### TASK TO CARRY OUT
Below are records to transcribe in full and unchanged; omit every picture.

### RECORDS FOR THIS EXERCISE
━━━━━━━━━━━━━━━━━━━━━━━━━━━━━━

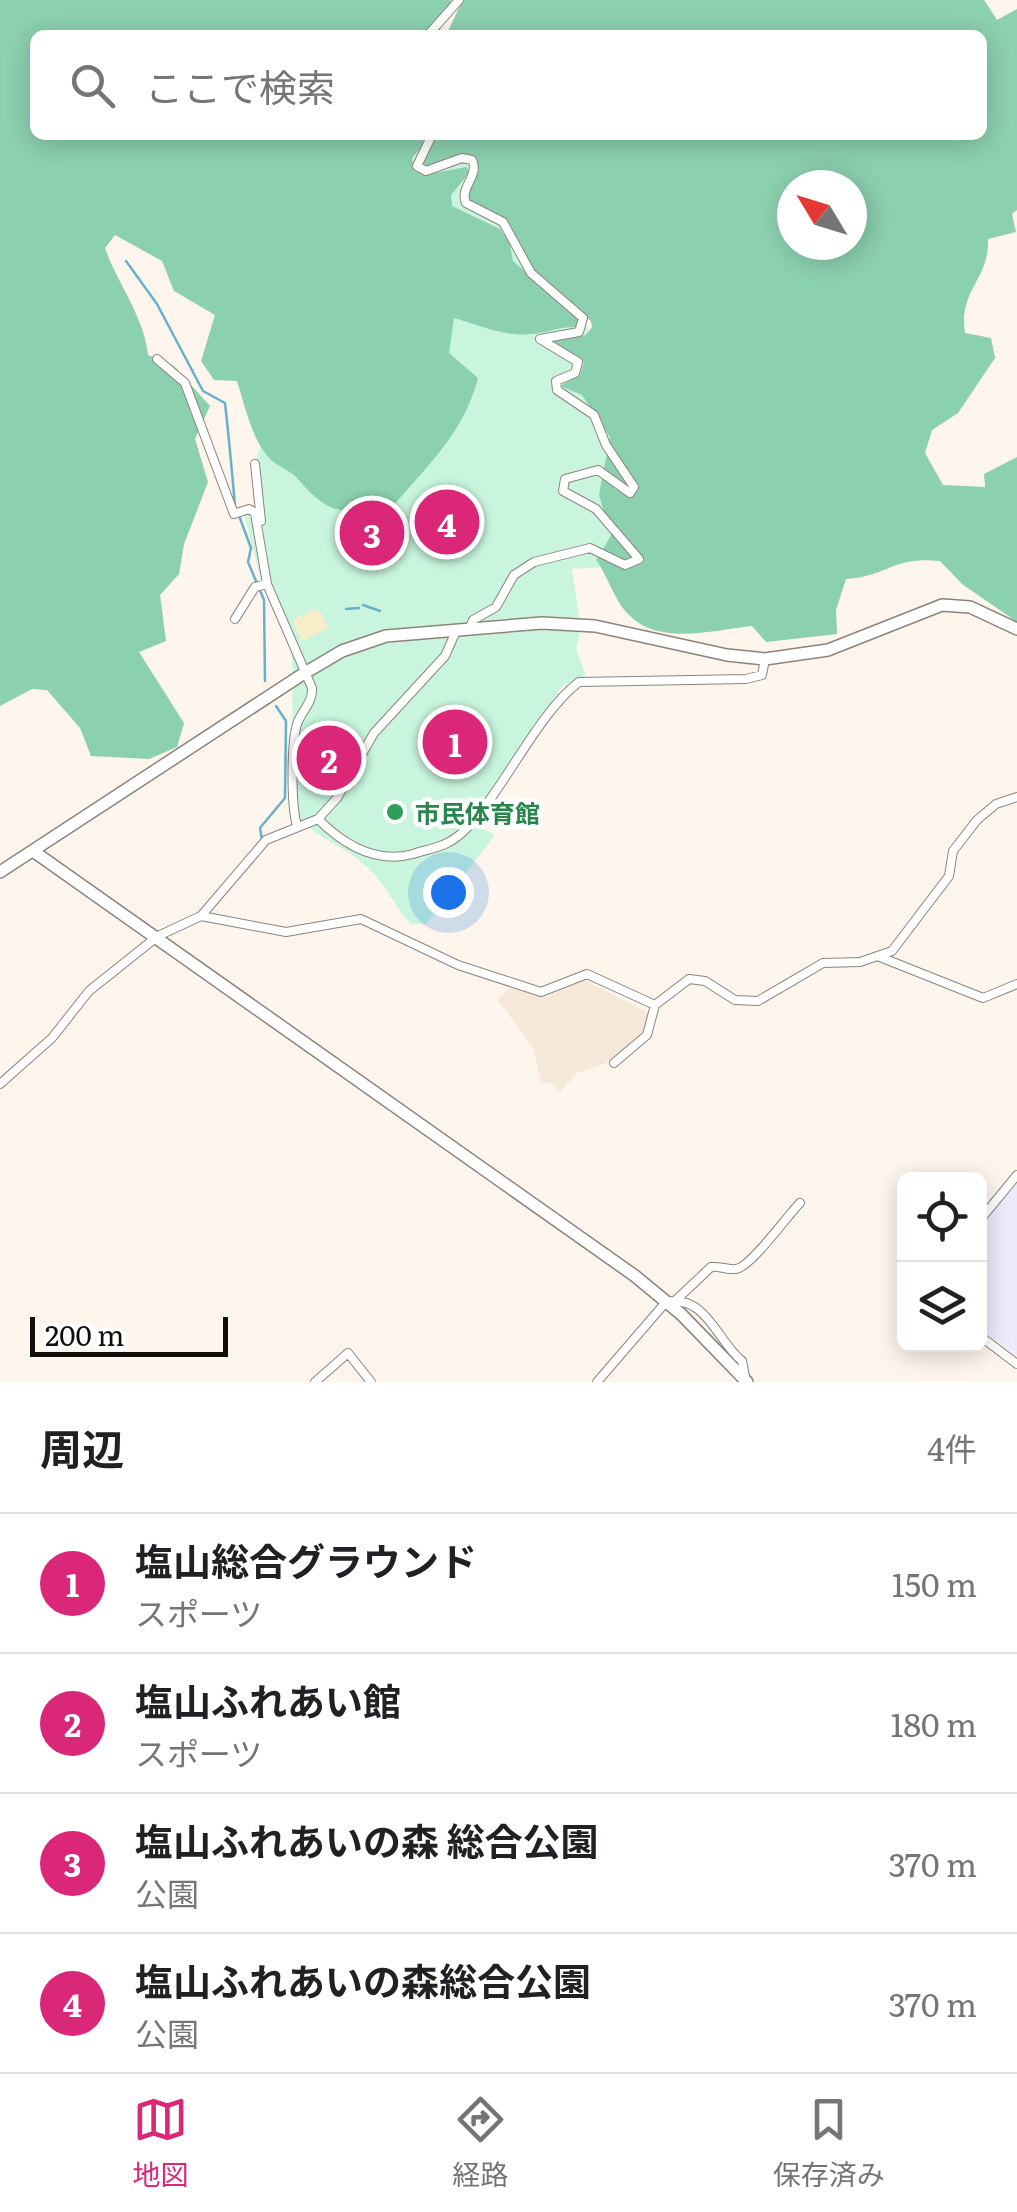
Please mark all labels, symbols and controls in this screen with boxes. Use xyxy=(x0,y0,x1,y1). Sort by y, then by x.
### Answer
search box xyxy=(30,30,987,140)
text: ここで検索 xyxy=(145,57,335,114)
icon: search xyxy=(65,58,120,113)
north arrow xyxy=(777,170,867,260)
pin: 4 xyxy=(414,484,480,560)
pin: 3 xyxy=(340,496,404,570)
pin: 1 xyxy=(422,704,488,780)
pin: 2 xyxy=(296,720,362,796)
place label: 市民体育館 xyxy=(415,794,540,831)
marker: 市民体育館 xyxy=(384,801,406,823)
your location xyxy=(423,867,474,918)
map controls xyxy=(897,1172,987,1352)
button: locate xyxy=(897,1172,987,1262)
button: layers xyxy=(897,1262,987,1352)
scale bar xyxy=(30,1312,228,1356)
text: 200 m xyxy=(45,1313,124,1355)
text: 周辺 xyxy=(40,1416,124,1478)
text: 4件 xyxy=(927,1423,977,1471)
text: 塩山総合グラウンド xyxy=(135,1531,477,1588)
text: 1 xyxy=(66,1559,79,1607)
text: 150 m xyxy=(892,1559,977,1607)
text: スポーツ xyxy=(135,1588,262,1636)
text: 塩山ふれあい館 xyxy=(135,1671,401,1728)
text: 2 xyxy=(64,1699,81,1747)
text: 180 m xyxy=(890,1699,977,1747)
text: スポーツ xyxy=(135,1728,262,1776)
text: 塩山ふれあいの森 総合公園 xyxy=(135,1811,599,1868)
text: 3 xyxy=(64,1839,81,1887)
text: 370 m xyxy=(888,1839,977,1887)
text: 公園 xyxy=(135,1868,199,1916)
text: 塩山ふれあいの森総合公園 xyxy=(135,1951,591,2008)
text: 4 xyxy=(63,1979,82,2027)
text: 370 m xyxy=(888,1979,977,2027)
text: 公園 xyxy=(135,2008,199,2056)
tab: 地図 xyxy=(132,2092,188,2194)
tab: 経路 xyxy=(452,2092,509,2194)
tab: 保存済み xyxy=(773,2092,885,2194)

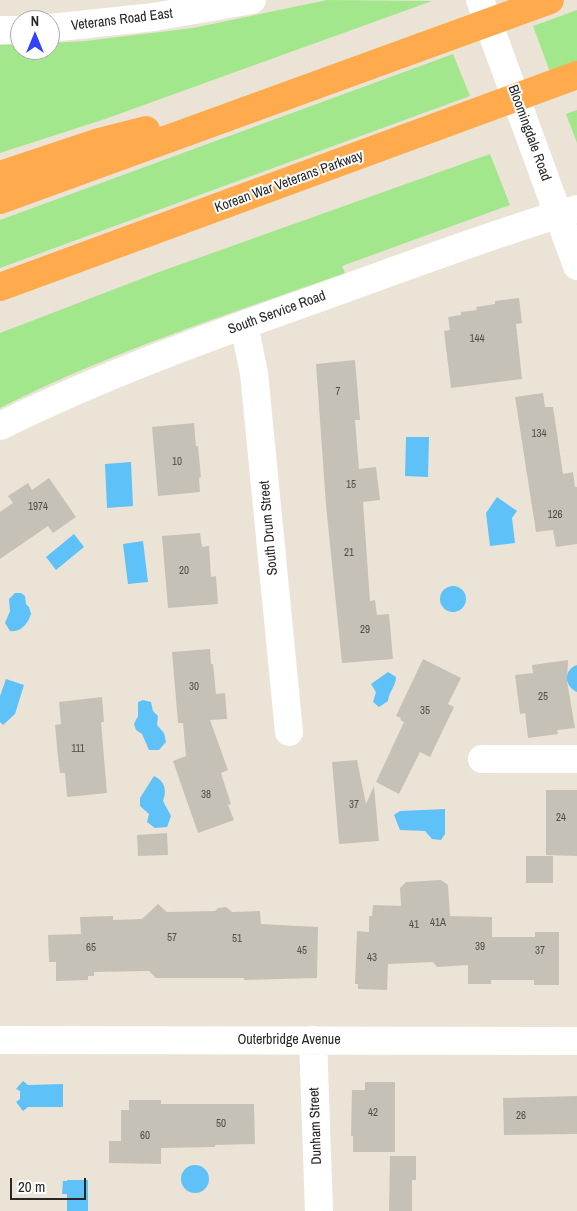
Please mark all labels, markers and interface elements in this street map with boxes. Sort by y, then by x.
street label: Veterans Road East [70,5,174,35]
north arrow [10,10,60,60]
text: N [31,12,39,30]
street label: Bloomingdale Road [504,83,554,183]
street label: Korean War Veterans Parkway [213,147,365,217]
street label: South Service Road [226,288,328,338]
house number: 144 [469,332,485,346]
house number: 7 [335,385,341,399]
house number: 134 [531,427,547,441]
house number: 10 [172,455,182,469]
house number: 15 [346,478,356,492]
street label: South Drum Street [256,480,282,576]
house number: 1974 [28,500,48,514]
house number: 126 [547,508,563,522]
house number: 21 [344,546,354,560]
house number: 20 [179,564,189,578]
house number: 29 [360,623,370,637]
house number: 30 [189,680,199,694]
house number: 25 [538,690,548,704]
house number: 35 [420,704,430,718]
house number: 111 [71,742,85,756]
house number: 38 [201,788,211,802]
house number: 37 [349,798,359,812]
house number: 24 [556,811,566,825]
house number: 41A [430,916,446,930]
house number: 41 [409,918,419,932]
house number: 57 [167,931,177,945]
house number: 51 [232,932,242,946]
house number: 39 [475,940,485,954]
house number: 65 [86,941,96,955]
house number: 45 [297,944,307,958]
house number: 37 [535,944,545,958]
house number: 43 [367,951,377,965]
street label: Outerbridge Avenue [237,1032,341,1048]
street label: Dunham Street [306,1087,326,1165]
house number: 42 [368,1106,378,1120]
house number: 26 [516,1109,526,1123]
house number: 50 [216,1117,226,1131]
house number: 60 [140,1129,150,1143]
scale bar [12,1168,89,1200]
text: 20 m [18,1176,45,1197]

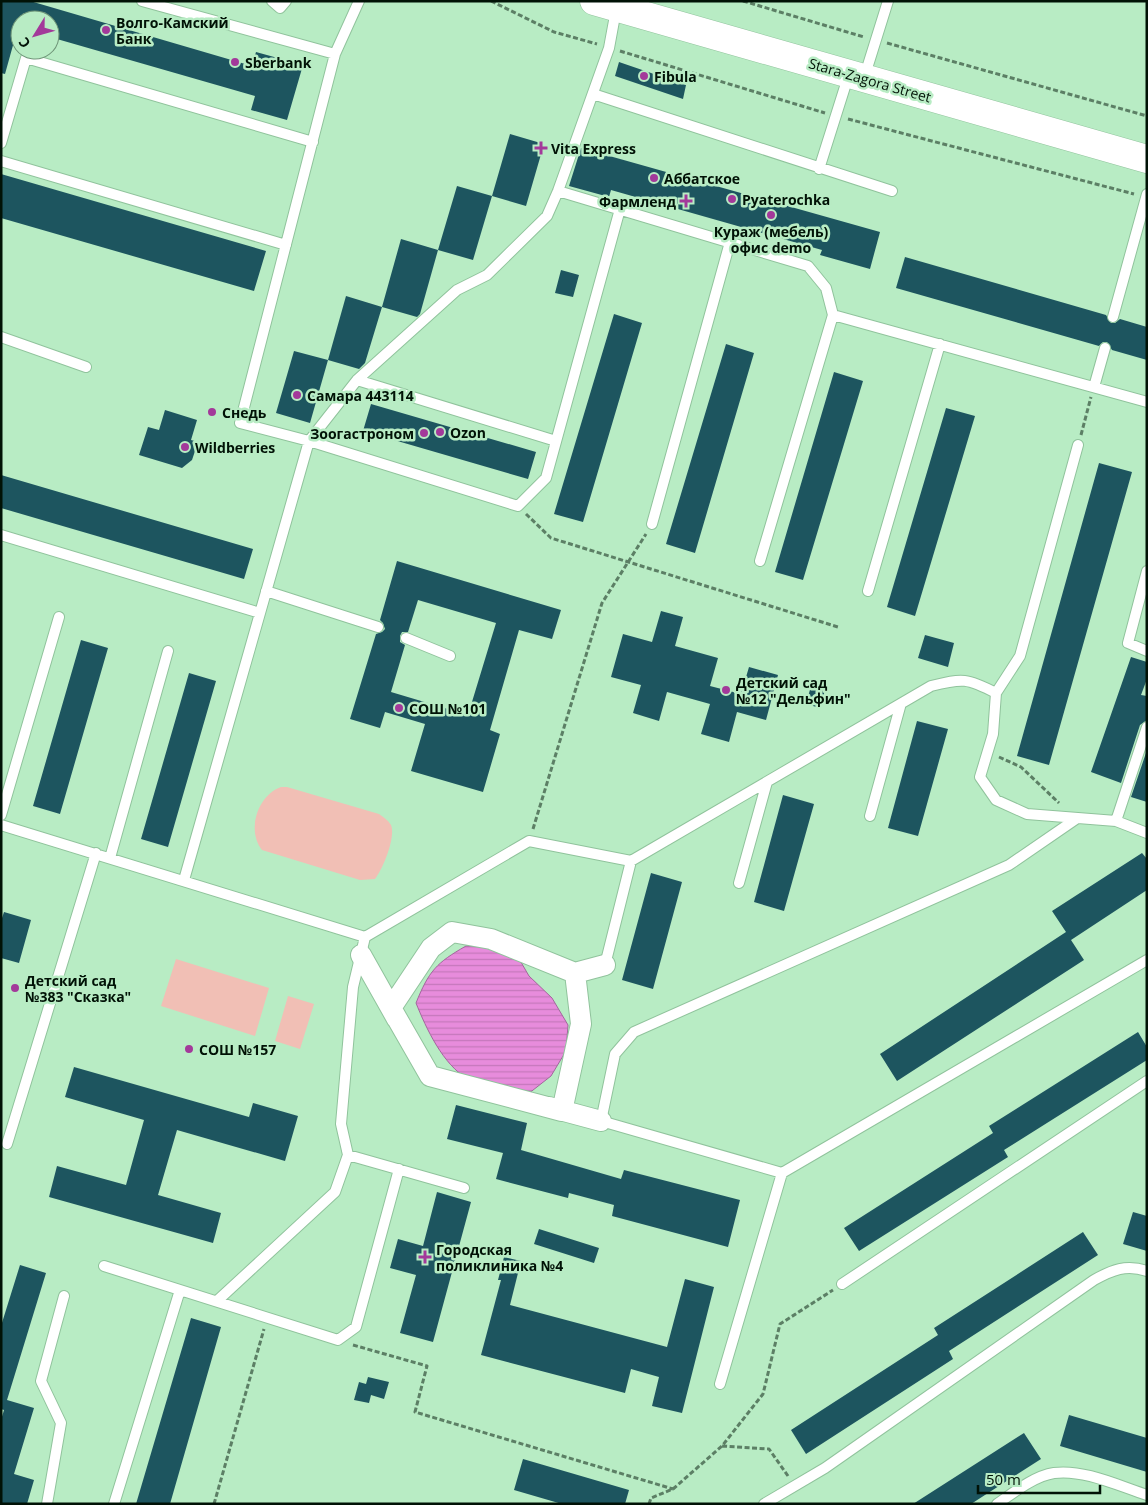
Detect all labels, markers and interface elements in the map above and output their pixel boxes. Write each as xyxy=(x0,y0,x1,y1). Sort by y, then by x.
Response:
north arrow xyxy=(10,10,60,60)
place label: Волго-Камский Банк xyxy=(116,13,229,48)
marker: Волго-Камский Банк xyxy=(100,24,112,36)
text: С xyxy=(14,34,34,52)
place label: Sberbank xyxy=(245,53,312,72)
street label: Stara-Zagora Street xyxy=(807,53,933,107)
marker: Sberbank xyxy=(229,56,241,68)
place label: Fibula xyxy=(654,67,697,86)
marker: Fibula xyxy=(638,70,650,82)
place label: Vita Express xyxy=(551,139,636,158)
marker: Vita Express xyxy=(535,142,547,154)
place label: Аббатское xyxy=(664,169,740,188)
marker: Аббатское xyxy=(648,172,660,184)
place label: Pyaterochka xyxy=(742,190,830,209)
place label: Фармленд xyxy=(599,192,677,211)
marker: Pyaterochka xyxy=(726,193,738,205)
marker: Фармленд xyxy=(680,195,692,207)
marker: Кураж (мебель) офис demo xyxy=(765,209,777,221)
place label: Кураж (мебель) офис demo xyxy=(714,222,829,257)
place label: Самара 443114 xyxy=(307,386,414,405)
marker: Самара 443114 xyxy=(291,389,303,401)
place label: Снедь xyxy=(222,403,267,422)
marker: Снедь xyxy=(206,406,218,418)
place label: Ozon xyxy=(450,423,486,442)
place label: Зоогастроном xyxy=(310,424,414,443)
marker: Ozon xyxy=(434,426,446,438)
marker: Зоогастроном xyxy=(418,427,430,439)
place label: Wildberries xyxy=(195,438,275,457)
marker: Wildberries xyxy=(179,441,191,453)
place label: Детский сад №12 "Дельфин" xyxy=(736,673,851,708)
marker: Детский сад №12 "Дельфин" xyxy=(720,684,732,696)
place label: СОШ №101 xyxy=(409,699,486,718)
marker: СОШ №101 xyxy=(393,702,405,714)
place label: Детский сад №383 "Сказка" xyxy=(25,971,131,1006)
marker: Детский сад №383 "Сказка" xyxy=(9,982,21,994)
place label: СОШ №157 xyxy=(199,1040,276,1059)
marker: СОШ №157 xyxy=(183,1043,195,1055)
place label: Городская поликлиника №4 xyxy=(436,1240,563,1275)
marker: Городская поликлиника №4 xyxy=(418,1250,432,1264)
scale bar xyxy=(978,1462,1100,1494)
text: 50 m xyxy=(986,1469,1021,1489)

━━━━━━━━━━━━━━━━━━━━━━━━━━━━━━

### EXERCISE RESPONSE
Please mark all labels, symbols and controls in this screen with boxes. Use xyxy=(x0,y0,x1,y1). Sort by y, then by x.
### Answer
search box xyxy=(30,30,987,140)
text: ここで検索 xyxy=(145,57,335,114)
icon: search xyxy=(65,58,120,113)
north arrow xyxy=(777,170,867,260)
pin: 4 xyxy=(414,484,480,560)
pin: 3 xyxy=(340,496,404,570)
pin: 1 xyxy=(422,704,488,780)
pin: 2 xyxy=(296,720,362,796)
place label: 市民体育館 xyxy=(415,794,540,831)
marker: 市民体育館 xyxy=(384,801,406,823)
your location xyxy=(423,867,474,918)
map controls xyxy=(897,1172,987,1352)
button: locate xyxy=(897,1172,987,1262)
button: layers xyxy=(897,1262,987,1352)
scale bar xyxy=(30,1312,228,1356)
text: 200 m xyxy=(45,1313,124,1355)
text: 周辺 xyxy=(40,1416,124,1478)
text: 4件 xyxy=(927,1423,977,1471)
text: 塩山総合グラウンド xyxy=(135,1531,477,1588)
text: 1 xyxy=(66,1559,79,1607)
text: 150 m xyxy=(892,1559,977,1607)
text: スポーツ xyxy=(135,1588,262,1636)
text: 塩山ふれあい館 xyxy=(135,1671,401,1728)
text: 2 xyxy=(64,1699,81,1747)
text: 180 m xyxy=(890,1699,977,1747)
text: スポーツ xyxy=(135,1728,262,1776)
text: 塩山ふれあいの森 総合公園 xyxy=(135,1811,599,1868)
text: 3 xyxy=(64,1839,81,1887)
text: 370 m xyxy=(888,1839,977,1887)
text: 公園 xyxy=(135,1868,199,1916)
text: 塩山ふれあいの森総合公園 xyxy=(135,1951,591,2008)
text: 4 xyxy=(63,1979,82,2027)
text: 370 m xyxy=(888,1979,977,2027)
text: 公園 xyxy=(135,2008,199,2056)
tab: 地図 xyxy=(132,2092,188,2194)
tab: 経路 xyxy=(452,2092,509,2194)
tab: 保存済み xyxy=(773,2092,885,2194)

Please mark all labels, markers and interface elements in this street map with boxes. Sort by y, then by x.
street label: Veterans Road East [70,5,174,35]
north arrow [10,10,60,60]
text: N [31,12,39,30]
street label: Bloomingdale Road [504,83,554,183]
street label: Korean War Veterans Parkway [213,147,365,217]
street label: South Service Road [226,288,328,338]
house number: 144 [469,332,485,346]
house number: 7 [335,385,341,399]
house number: 134 [531,427,547,441]
house number: 10 [172,455,182,469]
house number: 15 [346,478,356,492]
street label: South Drum Street [256,480,282,576]
house number: 1974 [28,500,48,514]
house number: 126 [547,508,563,522]
house number: 21 [344,546,354,560]
house number: 20 [179,564,189,578]
house number: 29 [360,623,370,637]
house number: 30 [189,680,199,694]
house number: 25 [538,690,548,704]
house number: 35 [420,704,430,718]
house number: 111 [71,742,85,756]
house number: 38 [201,788,211,802]
house number: 37 [349,798,359,812]
house number: 24 [556,811,566,825]
house number: 41A [430,916,446,930]
house number: 41 [409,918,419,932]
house number: 57 [167,931,177,945]
house number: 51 [232,932,242,946]
house number: 39 [475,940,485,954]
house number: 65 [86,941,96,955]
house number: 45 [297,944,307,958]
house number: 37 [535,944,545,958]
house number: 43 [367,951,377,965]
street label: Outerbridge Avenue [237,1032,341,1048]
street label: Dunham Street [306,1087,326,1165]
house number: 42 [368,1106,378,1120]
house number: 26 [516,1109,526,1123]
house number: 50 [216,1117,226,1131]
house number: 60 [140,1129,150,1143]
scale bar [12,1168,89,1200]
text: 20 m [18,1176,45,1197]

Detect all labels, markers and interface elements in the map above and output their pixel boxes. Write each as xyxy=(x0,y0,x1,y1). Sort by y, then by x.
Response:
north arrow xyxy=(10,10,60,60)
place label: Волго-Камский Банк xyxy=(116,13,229,48)
marker: Волго-Камский Банк xyxy=(100,24,112,36)
text: С xyxy=(14,34,34,52)
place label: Sberbank xyxy=(245,53,312,72)
street label: Stara-Zagora Street xyxy=(807,53,933,107)
marker: Sberbank xyxy=(229,56,241,68)
place label: Fibula xyxy=(654,67,697,86)
marker: Fibula xyxy=(638,70,650,82)
place label: Vita Express xyxy=(551,139,636,158)
marker: Vita Express xyxy=(535,142,547,154)
place label: Аббатское xyxy=(664,169,740,188)
marker: Аббатское xyxy=(648,172,660,184)
place label: Pyaterochka xyxy=(742,190,830,209)
place label: Фармленд xyxy=(599,192,677,211)
marker: Pyaterochka xyxy=(726,193,738,205)
marker: Фармленд xyxy=(680,195,692,207)
marker: Кураж (мебель) офис demo xyxy=(765,209,777,221)
place label: Кураж (мебель) офис demo xyxy=(714,222,829,257)
place label: Самара 443114 xyxy=(307,386,414,405)
marker: Самара 443114 xyxy=(291,389,303,401)
place label: Снедь xyxy=(222,403,267,422)
marker: Снедь xyxy=(206,406,218,418)
place label: Ozon xyxy=(450,423,486,442)
place label: Зоогастроном xyxy=(310,424,414,443)
marker: Ozon xyxy=(434,426,446,438)
marker: Зоогастроном xyxy=(418,427,430,439)
place label: Wildberries xyxy=(195,438,275,457)
marker: Wildberries xyxy=(179,441,191,453)
place label: Детский сад №12 "Дельфин" xyxy=(736,673,851,708)
marker: Детский сад №12 "Дельфин" xyxy=(720,684,732,696)
place label: СОШ №101 xyxy=(409,699,486,718)
marker: СОШ №101 xyxy=(393,702,405,714)
place label: Детский сад №383 "Сказка" xyxy=(25,971,131,1006)
marker: Детский сад №383 "Сказка" xyxy=(9,982,21,994)
place label: СОШ №157 xyxy=(199,1040,276,1059)
marker: СОШ №157 xyxy=(183,1043,195,1055)
place label: Городская поликлиника №4 xyxy=(436,1240,563,1275)
marker: Городская поликлиника №4 xyxy=(418,1250,432,1264)
scale bar xyxy=(978,1462,1100,1494)
text: 50 m xyxy=(986,1469,1021,1489)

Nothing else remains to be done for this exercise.